The problem states "The distance from the vertex is equal to 1". Given the integer options, it is highly probable that this phrase implies the distance from the center $O$ to one of the vertices is 1. Let's test this interpretation.

Case 1: $OA = 1$ If $OA = 1$, then $a/2 = 1 \implies a = 2$. Then $OB = a\sqrt{3}/2 = 2\sqrt{3}/2 = \sqrt{3}$. The radius $r = \frac{a\sqrt{3}}{4} = \frac{2\sqrt{3}}{4} = \frac{\sqrt{3}}{2}$. The sum of squared distances from any point $P$ on the circle to the vertices is given by $S = 4r^2 + 2(OA^2 + OB^2)$. $S = 4(\frac{\sqrt{3}}{2})^2 + 2(1^2 + (\sqrt{3})^2) = 4(\frac{3}{4}) + 2(1 + 3) = 3 + 2(4) = 3 + 8 = 11$.

Case 2: $OB = 1$ If $OB = 1$, then $a\sqrt{3}/2 = 1 \implies a = 2/\sqrt{3}$. Then $OA = a/2 = (2/\sqrt{3})/2 = 1/\sqrt{3}$. The radius $r = \frac{a\sqrt{3}}{4} = \frac{(2/\sqrt{3})\sqrt{3}}{4} = \frac{2}{4} = \frac{1}{2}$. $S = 4r^2 + 2(OA^2 + OB^2) = 4(\frac{1}{2})^2 + 2((\frac{1}{\sqrt{3}})^2 + 1^2) = 4(\frac{1}{4}) + 2(\frac{1}{3} + 1) = 1 + 2(\frac{4}{3}) = 1 + \frac{8}{3} = \frac{11}{3}$.

The phrasing "The distance from the vertex is equal to 1" is ambiguous. If it means the distance from the vertex to the inscribed circle, the calculation leads to $44/3$ or $308+176\sqrt{3}$, neither of which matches the options. However, if we interpret "The distance from the vertex is equal to 1" as the distance from the center of the rhombus to one of its vertices, and specifically $OA=1$ (where $A$ is adjacent to the $60^\circ$ angle), we get $S=11$, which is option (B). This interpretation aligns with the presence of integer options.

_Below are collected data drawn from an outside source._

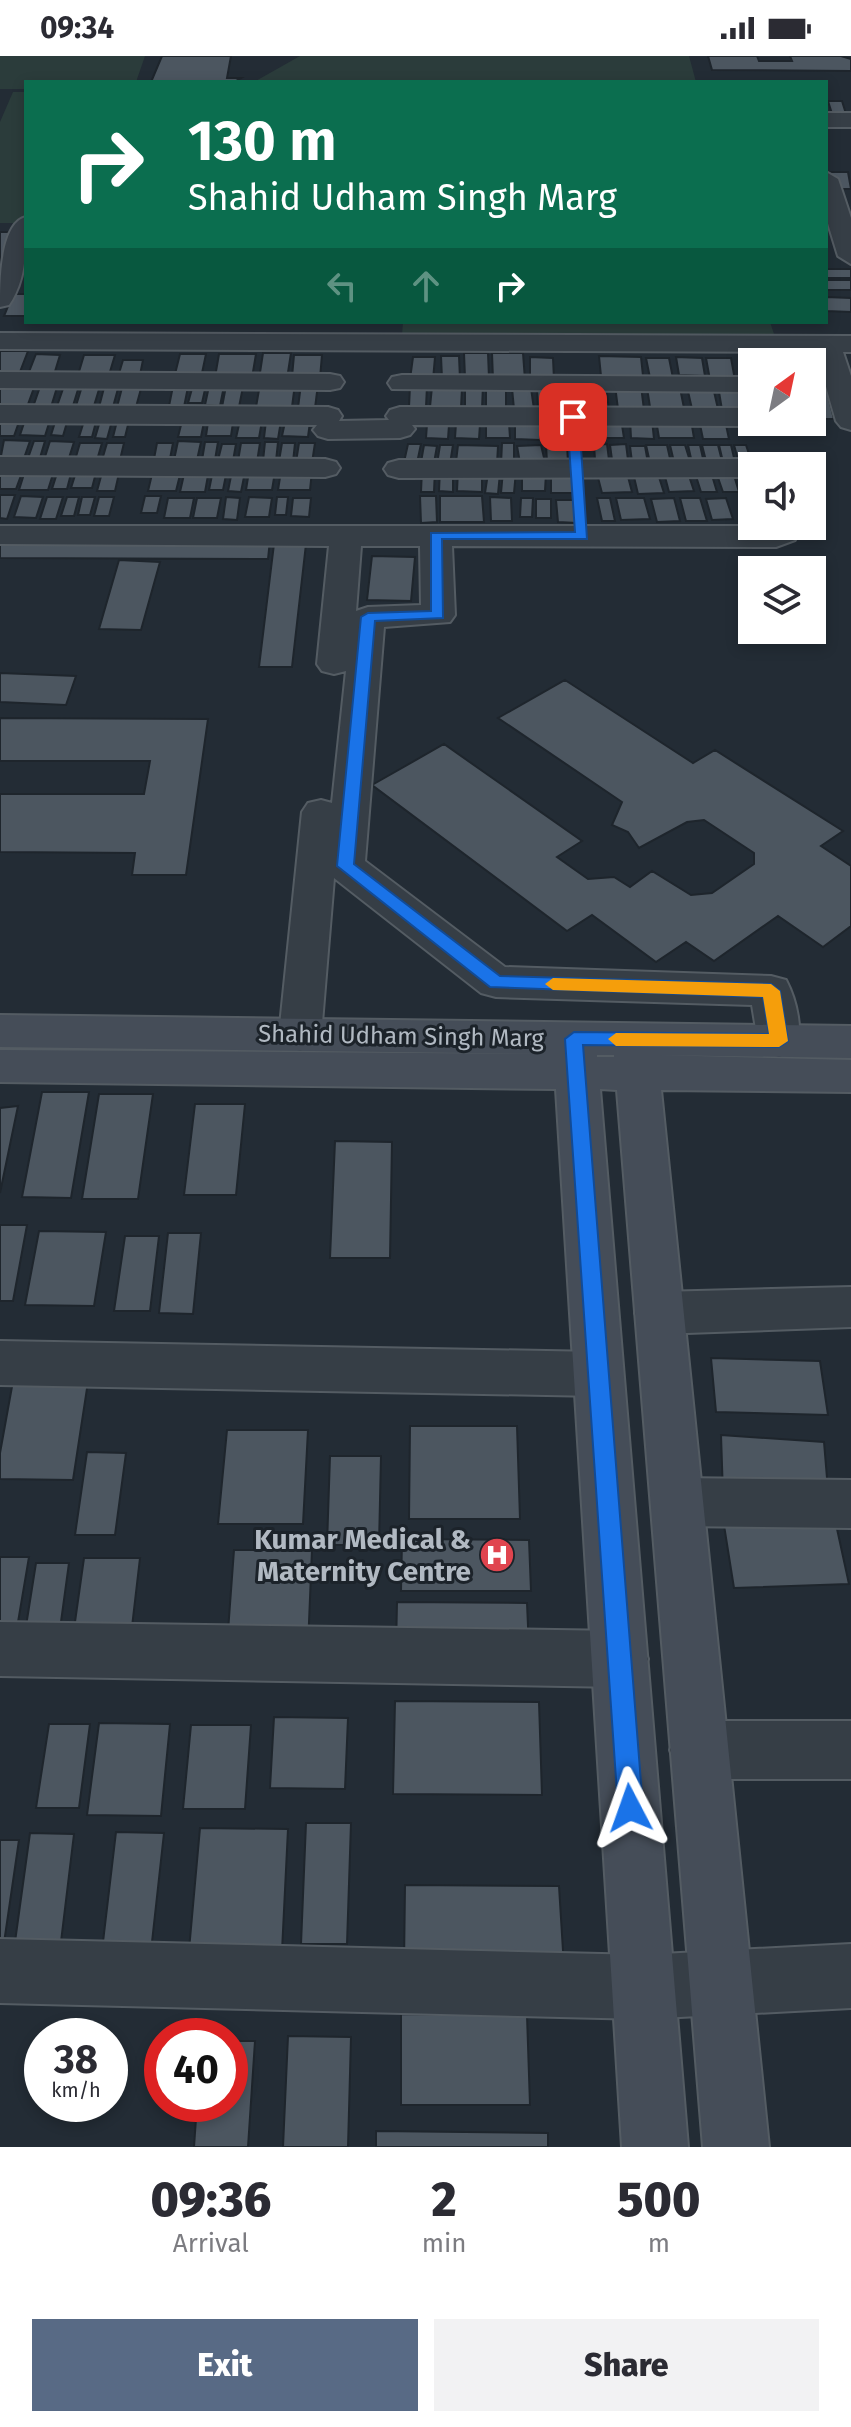 <!DOCTYPE html>
<html lang="en">
<head>
<meta charset="utf-8">
<style>
	body { margin:0; font-family:"Fira Sans",sans-serif; background:#f2f2f3; color:#2b2b33; height:100vh; display:flex; flex-direction:column; font-size:30px; white-space:nowrap }
	* { box-sizing:border-box; margin:0 }
	p { font-size:26px; color:#7c7c81 }
	.icon { flex:none; width:44px; height:44px; fill:none; stroke:currentColor; stroke-width:2; stroke-linecap:round; stroke-linejoin:round }
	.map { position:relative; height:2091px; overflow:hidden }
	.side { display:flex; flex-direction:column; background:#fff; flex:1 }
	.side>* { flex:none }
	.top-card { position:absolute; left:24px; top:24px; width:804px; height:244px; border-radius:0px; box-shadow:0 4px 12px #0003; background:#0b6e4f; color:#fff; overflow:hidden }
	.needle { width:52px; rotate:33deg }
	.fabs { position:absolute; left:738px; top:292px; display:grid; gap:16px }
	.fabs a { display:grid; place-items:center; width:88px; height:88px; border-radius:0px; background:#fff; box-shadow:0 4px 12px #0003; font-size:40px }
	.speed { position:absolute; left:24px; top:1962px; display:flex; gap:16px; font-size:40px; font-weight:700; text-align:center }
	.speed>* { display:grid; place-content:center; width:104px; height:104px; border-radius:50%; background:#fff; box-shadow:0 4px 12px #0003; line-height:1 }
	.speed small { font-size:20px; font-weight:400 }
	.speed .limit { border:12px solid #d22; background:#fff; color:#111 }
	.pin { position:absolute; display:grid; place-items:center; width:68px; height:68px; color:#fff; margin:-34px; border-radius:16px; box-shadow:0 4px 12px #0006 }
	.me { position:absolute; width:88px; margin:-44px; rotate:356deg; stroke-linejoin:round; filter:drop-shadow(0 0 6px #0008) }
	.turn { display:flex; align-items:center; gap:28px; height:168px; padding:0 32px; font-size:36px }
	.turn .icon { width:104px; height:104px; stroke-width:2.5 }
	.turn b { display:block; font-size:56px; line-height:68px }
	.lanes { display:flex; align-items:center; height:76px; padding:0 32px; background:#0003; justify-content:center; gap:40px; direction:ltr }
	.lanes .off { opacity:.35 }
	.eta { display:flex; justify-content:space-evenly; align-items:center; height:136px; text-align:center }
	.eta b { font-size:48px; font-weight:800; line-height:56px }
	.button { display:flex; gap:16px; margin-top:auto; padding:16px 32px }
	.button a { flex:1; height:92px; border-radius:0px; background:#586a85; color:#fff; font-size:32px; font-weight:800; line-height:92px; text-align:center }
	.button a+a { background:#f2f2f3; color:#2b2b33 }
	.status { display:flex; justify-content:space-between; align-items:center; height:56px; padding:0 40px; background:#fff; direction:ltr }
	.status svg { height:22px; fill:currentColor }
	.map>svg:first-child { display:block }
</style>
</head>
<body>
<div class="status"><b>09:34</b><svg viewBox="0 0 49 12"><path d="M0 12V9h3v3zM5 12V6h3v6zM10 12V3h3v9zM15 12V0h3v12zM26 1h20v11H26zM47 4h2v5h-2z"/></svg></div>
<div class="map">
<svg width="851" height="2091" viewBox="0 0 851 2091">
	<rect width="100%" height="100%" fill="#232c35"/>
	<path fill="#2b3c3b" d="M0,0H145L136,26H26V33H0Z
		M300,0H689L696,26H254Z
		M13,36H26V167H0V66Z
		M403,266H770L774,278L402,279Z"/>
	<path fill="#4c5660" stroke="#1e252c" stroke-width="2" d="M162,0H231L227,22H241L234,26H151Z
		M708,0H757L759,5H792L790,0H841L851,3V15L712,14Z
		M828,45H842L847,61H833Z
		M829,116H848L851,133H834Z
		M0,176H17L7,204H0Z
		M826,213H851V222H826Z
		M826,224H851V234H826Z
		M13,238H26V260H4Z
		M826,241L851,242V256L826,255Z
		M0,295H28L18,321H0Z
		M263,297H291L287,323H259Z
		M464,297H488L489,322H465Z
		M492,297H523L525,324H493Z
		M36,298L60,299L53,322L27,321Z
		M180,298H206L201,322H174Z
		M219,298H256L252,322L215,321Z
		M84,299H115L109,319H78Z
		M294,299H322L320,322L292,321Z
		M441,300H459L460,323H442Z
		M599,300L641,301L643,320H601Z
		M413,301H435L433,324L410,323Z
		M530,301L553,302L554,324H530Z
		M676,301L702,302L705,320L679,319Z
		M646,302H669L673,322H650Z
		M706,302H731L735,324H710Z
		M123,304H143L139,324H117Z
		M812,307H820L834,363H812Z
		M42,325H59L51,351H33Z
		M65,327H80L72,353H56Z
		M83,327H101L93,353H75Z
		M105,328L119,329L113,351H99Z
		M123,328L142,329L136,351H117Z
		M260,328H295L292,351H256Z
		M301,328H318L315,352H298Z
		M0,329H35L27,351H0Z
		M193,329H206L202,347H188Z
		M465,329H483L482,353H465Z
		M585,329H606L609,355H588Z
		M173,330L188,331L184,351L169,350Z
		M209,330H224L220,350L205,349Z
		M226,330L243,331L239,351H222Z
		M410,330H427L426,351H409Z
		M486,330L506,331V353H486Z
		M615,330H641L644,354L618,353Z
		M718,330H741L746,354H722Z
		M432,331L462,332L461,352L430,351Z
		M537,331L561,332L562,354L538,353Z
		M687,331H713L718,353H692Z
		M512,332H531L534,353H514Z
		M647,332H680L684,352L650,351Z
		M0,363H20L14,380H0Z
		M56,363H68L63,380L51,379Z
		M630,363L652,364L654,383L631,382Z
		M25,364H50L45,380L20,379Z
		M240,364L262,365L259,382H236Z
		M543,364H563L564,382H545Z
		M656,364H691L694,382H659Z
		M699,364H725L729,383H703Z
		M84,365L96,366L92,381H79Z
		M100,365H112L107,383L95,382Z
		M117,365H129L125,381H113Z
		M182,365L204,366L201,381H178Z
		M266,365H281L278,383L264,382Z
		M515,365H540V384L515,383Z
		M208,366L233,367L231,380H206Z
		M285,366H310L308,381L282,380Z
		M456,367L480,368L479,383L455,382Z
		M486,367H509L510,382H486Z
		M427,368L449,369L448,383L426,382Z
		M593,369H622L624,382H595Z
		M4,384L30,385L23,405H0Z
		M34,385H45L39,405H27Z
		M50,385L74,386L68,405L44,404Z
		M178,385L201,386L197,404H174Z
		M205,386H218L215,404H202Z
		M265,386H278L276,405H263Z
		M80,387H102L97,404H75Z
		M107,387H124L120,404H102Z
		M157,387H173L169,408H153Z
		M241,387H260L257,406L238,405Z
		M282,387H295L293,406L279,405Z
		M299,387H315L312,407L296,406Z
		M502,387H514V409L501,408Z
		M222,388H236L233,405L218,404Z
		M408,388H421L417,407L404,406Z
		M546,388H567L568,407H547Z
		M607,388L609,404H595L594,389Z
		M626,388L628,404H612L610,389Z
		M424,389L437,390L434,407L421,406Z
		M440,389H453L450,408H437Z
		M458,389L498,390L497,408L456,406Z
		M541,389L545,406L520,407L517,390Z
		M646,389H667L671,407H650Z
		M670,389H685L690,405L674,406Z
		M688,389H700L704,407H692Z
		M702,389H718L722,405H706Z
		M719,389H731L735,406H723Z
		M734,389H746L752,407H739Z
		M630,390H645L648,407L632,406Z
		M0,413L23,414L16,433H0Z
		M77,413H97L92,432H71Z
		M103,413H120L115,435H97Z
		M422,413H435L434,436H421Z
		M440,413H453V436L439,435Z
		M626,413L632,436L602,437L596,414Z
		M58,414H72L67,433H52Z
		M153,414L181,415L176,435H148Z
		M185,414H209L205,436H180Z
		M213,414H227L223,434H209Z
		M458,414L482,415V436L457,435Z
		M232,415L245,416L241,436L228,435Z
		M249,415L275,416L272,434H246Z
		M281,415H312L310,434H278Z
		M503,415H516L514,437H501Z
		M752,415V436H745L738,416Z
		M522,416L546,417L545,435H522Z
		M711,416L717,436H701L695,417Z
		M716,416H733L739,436H723Z
		M488,417H500L498,438L485,437Z
		M664,417H688L694,435L669,436Z
		M24,418H53L48,434H19Z
		M551,421H573L574,437H551Z
		M634,421H659L664,437L638,438Z
		M0,439H15L7,463L0,462Z
		M21,440L43,441L36,462L14,461Z
		M145,440H161L157,457H141Z
		M420,440H436L437,466L421,467Z
		M440,440H482L484,466H440Z
		M47,441H63L56,463H40Z
		M67,441H79L74,460H61Z
		M82,441H95L90,459H78Z
		M99,441H114L109,460H94Z
		M226,441L240,442L237,464L223,463Z
		M249,441L272,442L269,461H245Z
		M277,441H288L286,459H275Z
		M490,441L511,442L512,465H491Z
		M740,441H752V464H748Z
		M168,442H194L190,462H164Z
		M197,442H221L217,462H193Z
		M293,442H311L309,461L291,460Z
		M521,442H533L532,461H520Z
		M597,442H610L615,465H602Z
		M616,442H644L650,463L621,464Z
		M674,442L680,465L657,466L651,443Z
		M680,442H700L707,465H686Z
		M726,442L733,463L712,464L706,443Z
		M536,443H551V462H536Z
		M556,444H575L577,467L558,466Z
		M0,483L270,484L268,503L0,502Z
		M274,488H306L292,611H259Z
		M372,500L415,501L411,545L367,544Z
		M119,504L160,506L141,574L99,573Z
		M0,617L76,620L66,649L0,646Z
		M565,624L693,707L715,694L843,775L821,790L851,810V870L823,891L778,860L714,905L686,886L656,906L592,859L567,875L372,729L444,688L582,785L557,801L588,823L614,821L630,831L652,815L691,839L712,837L754,808V797L704,764L687,766L639,792L628,776L612,769L622,746L498,662Z
		M0,662L208,663L186,819H132L135,797L0,796V738H144L150,705H0Z
		M42,1036H89L71,1142L22,1141Z
		M99,1038H153L138,1143H82Z
		M195,1048H245L236,1139H184Z
		M18,1050L0,1137V1052Z
		M335,1085L392,1086L390,1202H330Z
		M0,1169H27L13,1245H0Z
		M39,1175L106,1176L94,1250L25,1249Z
		M168,1177H201L193,1258L159,1257Z
		M125,1180H159L150,1255H114Z
		M711,1302L820,1305L828,1359L716,1356Z
		M13,1325L88,1326L73,1424L0,1423V1397Z
		M410,1370H517L520,1463H409Z
		M227,1374H308L303,1468H218Z
		M721,1379L824,1386L829,1446L723,1439Z
		M87,1396L126,1397L115,1479H75Z
		M330,1400H381L379,1489H327Z
		M834,1459L849,1528L734,1532L723,1463Z
		M402,1483L529,1484L531,1535H401Z
		M234,1494H312L308,1590L227,1589Z
		M0,1501H29L15,1584H0Z
		M84,1502H140L130,1588L72,1587Z
		M36,1507H69L58,1588L23,1589Z
		M397,1546L527,1547L529,1593L396,1592Z
		M395,1645L539,1646L542,1739L393,1738Z
		M274,1661L348,1662L345,1733L270,1732Z
		M99,1667L170,1668L161,1760L87,1759Z
		M49,1668H90L79,1752H36Z
		M191,1669H251L245,1753H183Z
		M306,1767H351L347,1888H301Z
		M200,1772L288,1773L282,1895L189,1894Z
		M116,1776L164,1777L152,1886H103Z
		M30,1777L74,1778L60,1894L14,1893Z
		M0,1784H19L4,1887H0Z
		M405,1829L559,1830L564,1911L404,1909Z
		M401,1958L527,1959L530,2049H401Z
		M288,1980L351,1981L348,2091H283Z
		M230,1985H255L248,2091H194L197,2048H230Z
		M376,2075L548,2077V2091H376Z"/>
	<g fill="none" stroke-linecap="round" stroke-linejoin="round">
		<g stroke="#545c63" stroke-width="4">
			<path id="street" d="M826,57H851V71H826Z
				M826,116L838,123L851,162V208L838,200L826,161Z
				M26,161C26,190 27,223 9,249L0,251C0,228 0,167 26,161Z
				M0,277L851,280V296H843L851,320V374L841,371L836,365L816,296L0,293Z
				M0,316L330,318L340,320L344,326L340,332L330,334L0,332Z
				M402,319L748,321L752,322V336L392,333L388,327L392,321Z
				M0,349L328,351L338,354L342,360L339,365L389,364L386,360L390,354L400,351L752,352V366H763L752,370L412,369L415,373L410,379L400,382L328,383L318,380L313,374L317,369L0,367Z
				M0,401L325,403L336,406L340,412L336,418L325,421L0,419Z
				M752,403L766,410H752V421L399,422L388,419L384,413L388,407L399,404Z
				M0,470H801L795,484L776,491L452,490L455,559L450,566L384,571L365,805L505,911L771,920L786,924C796,943 805,977 794,996L779,1001L764,996L758,985L752,949L496,941L481,937L334,822L321,979L315,990L300,995L285,990L279,979L302,756L308,747L321,744L332,747L346,615L334,618L322,615L317,608L329,490L0,488ZM361,490H420L421,549L368,551L356,555Z
				M851,1231V1271L659,1278L642,1272L635,1257L642,1242L659,1236Z
				M0,1285L598,1296L616,1303L623,1318L616,1333L598,1340L0,1329Z
				M677,1422L851,1424V1472L677,1470L658,1463L651,1446L658,1429Z
				M0,1566L620,1575L640,1584L648,1603L640,1622L620,1631L0,1620Z
				M699,1665H851V1723H699L678,1715L670,1694L678,1673Z
				M0,1883L643,1899L851,1888V1952L643,1963L0,1947Z"/>
		</g>
		<g stroke="#545c63" stroke-width="4">
			<path id="secondary" d="M0,959L851,970V1002L657,999L851,1004V1036L661,1034L769,2091H703L617,1034L600,1033L688,2091H622L556,1033L0,1026V994L554,998L0,991ZM597,999H614V1001H597Z"/>
		</g>
		<use href="#street" fill="#363e46" fill-rule="evenodd"/>
		<use href="#secondary" fill="#454d58" fill-rule="evenodd"/>
	</g>
	<path fill="#1a73e8" stroke="#114b97" stroke-width="2" d="M573,357L579,361L587,483H442L443,562L375,565L354,808L500,920L771,928L780,935L788,985L779,991L583,989L643,1752L639,1761L630,1764L622,1761L618,1752L565,983L574,976L769,978L763,941L490,931L337,810L361,561L368,557L431,555V477L575,476L567,361Z"/>
	<path fill="#f59e0b" d="M553,922L771,928L780,935L788,985L779,991L616,990L608,983L616,977L769,978L763,941L553,934L545,928Z"/>
	<defs>
		<g id="hospital-disc" transform="scale(1.8)"><circle r="9.5" fill="#e0444e" stroke="#1c232a"/><path d="M-5-5h3v3.5h4V-5h3V5h-3V1.5h-4V5h-3Z" fill="#fff"/></g>
	</defs>
	<g fill-rule="evenodd">
		<use href="#hospital-disc" x="497" y="1499"/>
	</g>
	<g text-anchor="middle" dominant-baseline="central" stroke-width="6" stroke-linejoin="round" paint-order="stroke">
		<g font-size="24" fill="#b1b9c2" stroke="#1c232a">
			<text transform="translate(401 980) rotate(1)">Shahid Udham Singh Marg</text>
		</g>
		<g font-size="28" font-weight="bold" fill="#b1b9c2" stroke="#1c232a" text-anchor="end">
			<text x="471" y="1483">Kumar Medical &amp;<tspan x="471" dy="32">Maternity Centre</tspan></text>
		</g>
	</g>
</svg>
<div class="fabs">
<a><svg class="needle" viewBox="-14 -14 28 28"><path d="M0-13l5 13h-10z" fill="#e53935"/><path d="M0 13l5-13h-10z" fill="#7c7c81"/></svg></a>
<a><svg class="icon" aria-label="sound" viewBox="0 0 24 24"><path d="M4 9h4l5-4v14l-5-4H4zM17 9q2 3 0 6"/></svg></a>
<a><svg class="icon" aria-label="layers" viewBox="0 0 24 24"><path d="M12 4l9 5-9 5-9-5zM3 14l9 5 9-5"/></svg></a>
</div>
<div class="speed"><div>38<small>km/h</small></div><div class="limit">40</div></div>
<div class="pin" style="left:573px;top:361px;background:#d93025"><svg class="icon" aria-label="arrive" viewBox="0 0 24 24"><path d="M6 21V4h12l-3 4 3 4H6"/></svg></div>
<svg class="me" style="left:630px;top:1752px" viewBox="-20 -20 40 40"><path d="M0-17L14 15 0 8-14 15z" fill="#1a73e8" stroke="#fff" stroke-width="4"/></svg>
<div class="top-card">
<div class="turn"><svg class="icon" aria-label="right" viewBox="0 0 24 24"><path d="M7 20v-9h11M14 6l5 5-5 5"/></svg><div><b>130 m</b>Shahid Udham Singh Marg</div></div>
<div class="lanes"><svg class="icon off" aria-label="left" viewBox="0 0 24 24"><path d="M17 20v-9H6M10 6l-5 5 5 5"/></svg><svg class="icon off" aria-label="ahead" viewBox="0 0 24 24"><path d="M12 20V5M6 11l6-6 6 6"/></svg><svg class="icon" aria-label="right" viewBox="0 0 24 24"><path d="M7 20v-9h11M14 6l5 5-5 5"/></svg></div>
</div>
</div>
<section class="side">
<div class="eta">
<div><b>09:36</b><p>Arrival</p></div>
<div><b>2</b><p>min</p></div>
<div><b>500</b><p>m</p></div>
</div>
<div class="button"><a>Exit</a><a>Share</a></div>
</section>
</body>
</html>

Let's verify this interpretation. If $OA=1$, then $a=2$. The vertices are $A(1,0)$, $C(-1,0)$, $B(0, \sqrt{3})$, $D(0, -\sqrt{3})$. The circle is centered at $O(0,0)$ with radius $r=\sqrt{3}/2$. Let $P(x,y)$ be a point on the circle, so $x^2+y^2 = r^2 = 3/4$. $|PA|^2 = (x-1)^2 + y^2 = x^2 - 2x + 1 + y^2 = (x^2+y^2) - 2x + 1 = 3/4 - 2x + 1 = 7/4 - 2x$. $|PC|^2 = (x+1)^2 + y^2 = x^2 + 2x + 1 + y^2 = (x^2+y^2) + 2x + 1 = 3/4 + 2x + 1 = 7/4 + 2x$. $|PB|^2 = x^2 + (y-\sqrt{3})^2 = x^2 + y^2 - 2\sqrt{3}y + 3 = (x^2+y^2) - 2\sqrt{3}y + 3 = 3/4 - 2\sqrt{3}y + 3 = 15/4 - 2\sqrt{3}y$. $|PD|^2 = x^2 + (y+\sqrt{3})^2 = x^2 + y^2 + 2\sqrt{3}y + 3 = (x^2+y^2) + 2\sqrt{3}y + 3 = 3/4 + 2\sqrt{3}y + 3 = 15/4 + 2\sqrt{3}y$.

Summing these: $|PA|^2 + |PB|^2 + |PC|^2 + |PD|^2 = (7/4 - 2x) + (15/4 - 2\sqrt{3}y) + (7/4 + 2x) + (15/4 + 2\sqrt{3}y)$ $= (7/4 + 7/4) + (15/4 + 15/4) + (-2x+2x) + (-2\sqrt{3}y+2\sqrt{3}y)$ $= 14/4 + 30/4 = 44/4 = 11$.

This confirms that if the distance from the center to the vertex adjacent to the $60^\circ$ angle is 1, the sum is 11.